FIGURE 3.

Role of MyD88-dependent signals in regulating iNOS expression. A, MyD88 KO and WT microglia were seeded at 2 × 10⁶ cells/ well in 6-well plates and incubated overnight. The following day, cells were stimulated with 10⁷ heat-inactivated S. aureus, 10 µg/ml PGN, or 100 ng/ml LPS for 6 or 24 h, whereupon total RNA was isolated and examined for iNOS expression by qRT-PCR as described in Materials and Methods. Gene expression levels were calculated after normalizing iNOS signals against GAPDH and are presented in relative mRNA expression units (mean + SEM of three independent experiments). Significant differences in iNOS mRNA expression between unstimulated (data not shown) vs PAMP-treated microglia are denoted with asterisks (*, p < 0.05), whereas significant differences between MyD88 KO vs WT microglia are denoted with a hatched sign (#, p < 0.05).
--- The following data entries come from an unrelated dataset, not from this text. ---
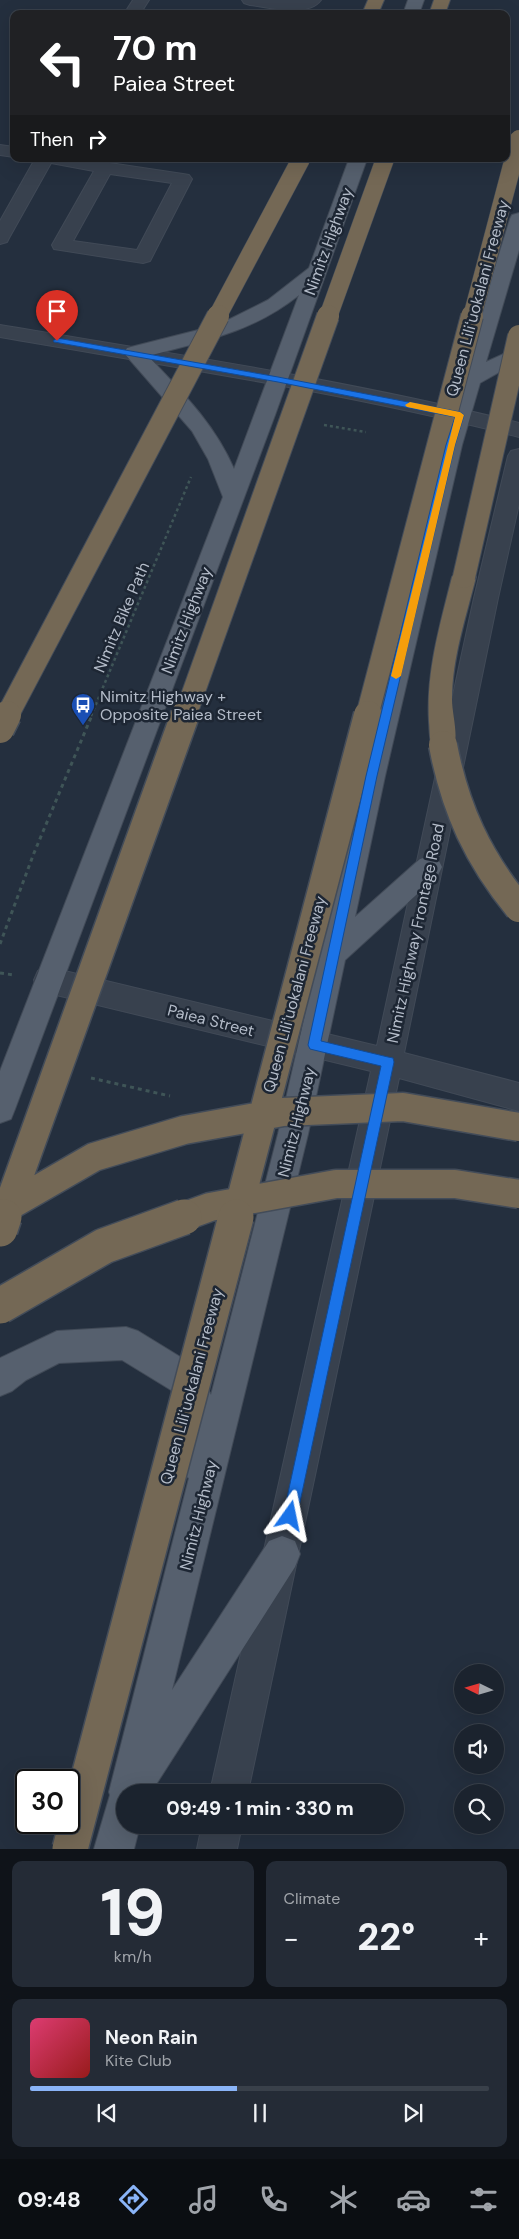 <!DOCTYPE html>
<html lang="en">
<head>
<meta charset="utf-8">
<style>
  :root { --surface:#1b232e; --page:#242b36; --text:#f1f3f6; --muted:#a0a4aa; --line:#39404a; --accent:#8ab4f8 }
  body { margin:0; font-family:"DM Sans",sans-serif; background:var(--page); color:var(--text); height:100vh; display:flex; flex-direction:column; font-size:19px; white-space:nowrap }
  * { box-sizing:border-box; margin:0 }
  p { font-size:16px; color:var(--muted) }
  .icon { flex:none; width:28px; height:28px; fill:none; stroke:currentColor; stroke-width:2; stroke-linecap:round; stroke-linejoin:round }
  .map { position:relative; height:1849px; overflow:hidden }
  .panel { display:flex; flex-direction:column; gap:12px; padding:12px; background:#0f1319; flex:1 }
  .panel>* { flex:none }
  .banner { position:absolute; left:10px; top:10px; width:500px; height:152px; border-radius:10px; box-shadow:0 5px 20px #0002,0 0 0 1px var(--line); background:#202124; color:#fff; overflow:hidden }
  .needle { width:32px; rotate:275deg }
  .fabs { position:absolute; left:454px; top:1664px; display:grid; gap:10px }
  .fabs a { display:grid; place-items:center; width:50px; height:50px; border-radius:50%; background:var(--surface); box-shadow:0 5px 20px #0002,0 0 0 1px var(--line); font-size:25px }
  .speed { position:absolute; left:15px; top:1769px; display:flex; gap:10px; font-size:25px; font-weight:700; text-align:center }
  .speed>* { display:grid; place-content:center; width:65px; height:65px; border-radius:50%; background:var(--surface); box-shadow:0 5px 20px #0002,0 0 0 1px var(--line); line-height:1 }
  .speed .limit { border:2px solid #111; border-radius:8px; background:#fff; color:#111 }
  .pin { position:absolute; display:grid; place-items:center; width:42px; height:42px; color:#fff; margin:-51px -21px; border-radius:50% 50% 50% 0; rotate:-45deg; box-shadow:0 0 5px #0007 }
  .pin .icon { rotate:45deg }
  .me { position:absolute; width:55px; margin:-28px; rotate:12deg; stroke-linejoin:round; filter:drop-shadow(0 0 4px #0008) }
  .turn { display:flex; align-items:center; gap:18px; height:105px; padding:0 20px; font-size:22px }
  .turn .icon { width:65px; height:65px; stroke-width:2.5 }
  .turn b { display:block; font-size:35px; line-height:42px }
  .then { display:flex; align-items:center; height:48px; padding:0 20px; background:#0003; gap:10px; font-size:19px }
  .big { font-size:38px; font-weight:800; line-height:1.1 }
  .panel .card { flex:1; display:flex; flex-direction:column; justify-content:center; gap:8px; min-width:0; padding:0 18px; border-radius:10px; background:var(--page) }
  .panel .dial { align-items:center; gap:0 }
  .dial b { font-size:65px; line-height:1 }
  .song { display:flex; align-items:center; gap:15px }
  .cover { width:60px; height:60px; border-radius:8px; background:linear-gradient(135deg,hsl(340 70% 55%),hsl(0 70% 35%)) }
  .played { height:5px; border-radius:2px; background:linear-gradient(90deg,var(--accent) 45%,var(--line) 45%) }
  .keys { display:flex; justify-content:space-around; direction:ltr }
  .heat { display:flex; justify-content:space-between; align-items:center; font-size:28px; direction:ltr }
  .panel .tiles { flex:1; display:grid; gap:12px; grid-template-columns:1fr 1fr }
  .card:last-child { grid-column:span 2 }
  .trip { position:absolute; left:116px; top:1784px; width:288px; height:50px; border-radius:25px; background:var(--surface); box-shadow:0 5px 20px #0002,0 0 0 1px var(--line); font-weight:800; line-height:50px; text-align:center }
  .dock { display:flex; height:80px; justify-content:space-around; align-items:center; background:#0b0e12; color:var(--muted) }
  .dock .icon { width:35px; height:35px }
  .dock .on { color:var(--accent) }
  .dock b { font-size:22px; color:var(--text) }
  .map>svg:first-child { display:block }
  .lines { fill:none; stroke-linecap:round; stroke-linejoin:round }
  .minor-casing { stroke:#414a57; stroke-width:2 }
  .major-casing { stroke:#414a57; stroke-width:2 }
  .highway-casing { stroke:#434c59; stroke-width:2 }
  .path-far1 { stroke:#3f5557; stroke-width:2.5; stroke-dasharray:3 3; stroke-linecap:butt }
  .path { stroke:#3f5557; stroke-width:3; stroke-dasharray:4 4; stroke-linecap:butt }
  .minor { fill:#38414e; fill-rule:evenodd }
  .major { fill:#56606e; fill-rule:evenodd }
  .highway { fill:#746855; fill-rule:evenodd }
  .highway-bridge-far3-casing { stroke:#434c59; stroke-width:19; stroke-linecap:butt }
  .highway-bridge-far2-casing { stroke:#434c59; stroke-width:24; stroke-linecap:butt }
  .highway-bridge-far1-casing { stroke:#434c59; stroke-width:31; stroke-linecap:butt }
  .highway-bridge-casing { stroke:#434c59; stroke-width:38; stroke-linecap:butt }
  .highway-bridge-far3 { stroke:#746855; stroke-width:18 }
  .highway-bridge-far2 { stroke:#746855; stroke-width:22 }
  .highway-bridge-far1 { stroke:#746855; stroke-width:28 }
  .highway-bridge { stroke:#746855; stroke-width:35 }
  .route { fill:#1a73e8; stroke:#114b97 }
  .slow { fill:#f59e0b }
  .labels { text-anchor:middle; stroke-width:5; stroke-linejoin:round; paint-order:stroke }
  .street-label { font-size:16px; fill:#b4bcc9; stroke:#1d2633 }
  .poi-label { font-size:16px; fill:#b4bcc9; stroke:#1d2633; text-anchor:start }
</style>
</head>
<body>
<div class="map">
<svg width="519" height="1849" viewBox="0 0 519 1849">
  <rect width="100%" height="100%" fill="#242f3e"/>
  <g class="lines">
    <g class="minor-casing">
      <path id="minor" d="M133 0H149L140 14H124Z
        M242 0H321C308 18 268 7 250 5L244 3Z
        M0 145 14 147V157L0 155Z
        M35 159H83L183 174 189 175 192 179 150 261 143 263 54 249 52 245 94 171 51 163 9 238 7 242 0 244V221ZM110 174 172 183 137 250 73 241Z
        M0 325C173 354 348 380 519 423V437C348 393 173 367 0 337Z
        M519 449V504L498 598 404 1053 519 1083V1111L399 1078 248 1792H210L371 1071 48 993 38 989 34 980 38 971 48 967 377 1046 474 598 508 456 511 451Z
        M202 1825H242L237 1849H197Z"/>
    </g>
    <g class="major-casing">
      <path id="major" d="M408 0H424L419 14H403Z
        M349 159H367L275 415 15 1109 11 1119 0 1123V1071L223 497 208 459 192 431 124 353 127 348 218 325 268 300 309 268ZM299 295 234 469C214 423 181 391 148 356 204 341 253 332 299 295Z
        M519 213V250L486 362 519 347V361L480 383 462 445 385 776 355 917 420 859 429 856 438 859 442 867 438 875 345 960 308 1134 172 1690 269 1541 282 1536 295 1541 300 1554 295 1567 155 1786 148 1788 147 1792H125V1825H140L134 1849H94L110 1795 109 1792 189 1478 187 1477 182 1465 183 1412 171 1390 122 1360 59 1363 26 1380 12 1391 0 1396V1358L57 1331 126 1327 138 1331 195 1366 211 1395 278 1134 359 776 440 445 510 219 512 215Z"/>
    </g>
    <g class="highway-casing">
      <path id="highway" d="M368 0H384L378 14H362Z
        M434 0H450L445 14H429Z
        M464 569 472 571 476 577C466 617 452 658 452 699 452 716 460 737 452 752L443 755 434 752C429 743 430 733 429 722 426 672 440 625 452 577L456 571Z"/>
    </g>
    <path class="path-far1" d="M324 425 366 432
      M91 716 191 477"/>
    <path class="path" d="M0 944 34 853 92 715
      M0 973 14 975
      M91 1078 170 1096"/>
    <use href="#minor" class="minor"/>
    <use href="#major" class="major"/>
    <use href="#highway" class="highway"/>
    <g class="highway-bridge-far3-casing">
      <path id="highway-bridge-far3" d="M217 317 301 159
        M328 317 385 159
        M472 317 519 139"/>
    </g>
    <g class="highway-bridge-far2-casing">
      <path id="highway-bridge-far2" d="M464 577 519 336
        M7 716 218 316
        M185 716 328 316
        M367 716 472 316"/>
    </g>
    <g class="highway-bridge-far1-casing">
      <path id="highway-bridge-far1" d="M0 729 7 715
        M443 745C455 809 478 858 519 908
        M2 1210 94 1157 184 1130 283 1112 403 1107 519 1127
        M4 1218 185 715
        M180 1218 210 1207 336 1184H455L519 1194
        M236 1218 368 715"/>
    </g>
    <g class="highway-bridge-casing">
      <path id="highway-bridge" d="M0 1229 4 1217
        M0 1306 104 1246 184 1217
        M70 1849 236 1217"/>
    </g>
    <use href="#highway-bridge-far3" class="highway-bridge-far3"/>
    <use href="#highway-bridge-far2" class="highway-bridge-far2"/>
    <use href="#highway-bridge-far1" class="highway-bridge-far1"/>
    <use href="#highway-bridge" class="highway-bridge"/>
  </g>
  <path class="route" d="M57 338 278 377 460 412 464 415 455 445 377 776 321 1041 388 1057 393 1058 394 1062 297 1516 295 1522 290 1524 285 1522 283 1516 381 1066 314 1050 310 1049 308 1045 366 776 446 445 455 417 278 382 54 342 53 341Z"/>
  <path class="slow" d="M410 402 460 412 464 415 455 445 401 676 396 679 391 676 455 417 407 407 405 405Z"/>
  <defs>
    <g id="bus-pin" transform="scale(1.25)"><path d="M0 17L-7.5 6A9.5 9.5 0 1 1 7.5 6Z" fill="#1a4fb4" stroke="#1d2633"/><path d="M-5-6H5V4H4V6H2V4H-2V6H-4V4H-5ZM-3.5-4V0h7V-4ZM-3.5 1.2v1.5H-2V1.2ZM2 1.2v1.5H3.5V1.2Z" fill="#fff"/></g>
  </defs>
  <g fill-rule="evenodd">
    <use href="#bus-pin" x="83" y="705"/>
  </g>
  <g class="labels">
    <g class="street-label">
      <text transform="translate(328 241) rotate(-70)" y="6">Nimitz Highway</text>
      <text transform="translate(477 298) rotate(-75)" y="6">Queen Liliʻuokalani Freeway</text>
      <text transform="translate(121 617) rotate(-67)" y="6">Nimitz Bike Path</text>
      <text transform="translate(186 620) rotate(-69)" y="6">Nimitz Highway</text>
      <text transform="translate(415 933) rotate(-78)" y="6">Nimitz Highway Frontage Road</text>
      <text transform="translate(294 994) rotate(-75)" y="6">Queen Liliʻuokalani Freeway</text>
      <text transform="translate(211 1020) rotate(14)" y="6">Paiea Street</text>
      <text transform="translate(296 1122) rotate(-76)" y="6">Nimitz Highway</text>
      <text transform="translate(191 1386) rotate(-75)" y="6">Queen Liliʻuokalani Freeway</text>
      <text transform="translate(198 1515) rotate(-76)" y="6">Nimitz Highway</text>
    </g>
    <g class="poi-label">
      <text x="100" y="702">Nimitz Highway +<tspan x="100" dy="18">Opposite Paiea Street</tspan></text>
    </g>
  </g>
</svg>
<div class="fabs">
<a><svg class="needle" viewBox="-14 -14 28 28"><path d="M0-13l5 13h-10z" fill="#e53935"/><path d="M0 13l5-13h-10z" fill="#a0a4aa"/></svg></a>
<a><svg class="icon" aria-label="sound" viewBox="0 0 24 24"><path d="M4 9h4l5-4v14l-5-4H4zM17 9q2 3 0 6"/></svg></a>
<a><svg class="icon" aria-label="search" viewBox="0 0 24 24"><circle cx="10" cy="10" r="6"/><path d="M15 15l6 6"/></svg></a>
</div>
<div class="speed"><div class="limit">30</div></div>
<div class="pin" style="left:57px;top:341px;background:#d93025"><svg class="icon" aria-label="arrive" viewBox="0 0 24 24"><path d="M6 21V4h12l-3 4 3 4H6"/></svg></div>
<svg class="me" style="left:290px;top:1516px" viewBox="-20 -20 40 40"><path d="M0-17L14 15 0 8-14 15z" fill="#1a73e8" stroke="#fff" stroke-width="4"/></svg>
<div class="trip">09:49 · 1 min · 330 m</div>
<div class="banner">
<div class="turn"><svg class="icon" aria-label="left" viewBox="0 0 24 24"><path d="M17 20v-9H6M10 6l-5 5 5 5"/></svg><div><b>70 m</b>Paiea Street</div></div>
<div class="then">Then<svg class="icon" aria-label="right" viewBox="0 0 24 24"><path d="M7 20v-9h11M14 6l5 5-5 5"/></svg></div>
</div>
</div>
<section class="panel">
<div class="tiles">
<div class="card dial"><b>19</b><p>km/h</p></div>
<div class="card"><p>Climate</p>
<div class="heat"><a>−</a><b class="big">22°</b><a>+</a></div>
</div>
<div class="card">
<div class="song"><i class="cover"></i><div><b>Neon Rain</b><p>Kite Club</p></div></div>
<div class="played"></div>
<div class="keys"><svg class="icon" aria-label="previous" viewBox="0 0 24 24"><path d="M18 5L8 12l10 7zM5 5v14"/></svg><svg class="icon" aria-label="pause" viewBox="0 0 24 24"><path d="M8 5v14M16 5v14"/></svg><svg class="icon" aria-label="next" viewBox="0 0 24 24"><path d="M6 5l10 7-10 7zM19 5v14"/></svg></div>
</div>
</div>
</section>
<nav class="dock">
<b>09:48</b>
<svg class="icon on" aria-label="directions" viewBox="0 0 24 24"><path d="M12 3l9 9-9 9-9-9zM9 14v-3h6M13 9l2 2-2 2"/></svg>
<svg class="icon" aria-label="music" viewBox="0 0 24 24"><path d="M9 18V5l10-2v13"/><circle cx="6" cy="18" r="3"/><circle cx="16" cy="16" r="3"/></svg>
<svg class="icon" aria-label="phone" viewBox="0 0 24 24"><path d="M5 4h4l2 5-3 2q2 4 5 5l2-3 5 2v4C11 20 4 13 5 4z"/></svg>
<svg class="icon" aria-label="climate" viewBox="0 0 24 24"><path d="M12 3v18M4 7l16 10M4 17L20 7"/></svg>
<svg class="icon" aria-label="car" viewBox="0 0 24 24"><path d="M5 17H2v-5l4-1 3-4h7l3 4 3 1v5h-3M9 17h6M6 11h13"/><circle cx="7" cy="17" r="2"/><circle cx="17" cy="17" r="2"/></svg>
<svg class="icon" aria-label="filters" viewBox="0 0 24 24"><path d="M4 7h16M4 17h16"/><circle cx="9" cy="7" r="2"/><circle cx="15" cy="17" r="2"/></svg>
</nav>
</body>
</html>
B, MyD88 KO and WT primary microglia were stimulated with either 10⁷ heat-inactivated S. aureus, 10 µg/ml PGN, or 100 ng/ml LPS for 24 h, whereupon protein extracts from whole cell lysates (40 µg/sample) were evaluated for iNOS expression by Western blotting as described in Materials and Methods. Following analysis, blots were stripped and reprobed with an Ab specific for β-actin to verify uniformity in gel loading. Results are representative of three independent experiments.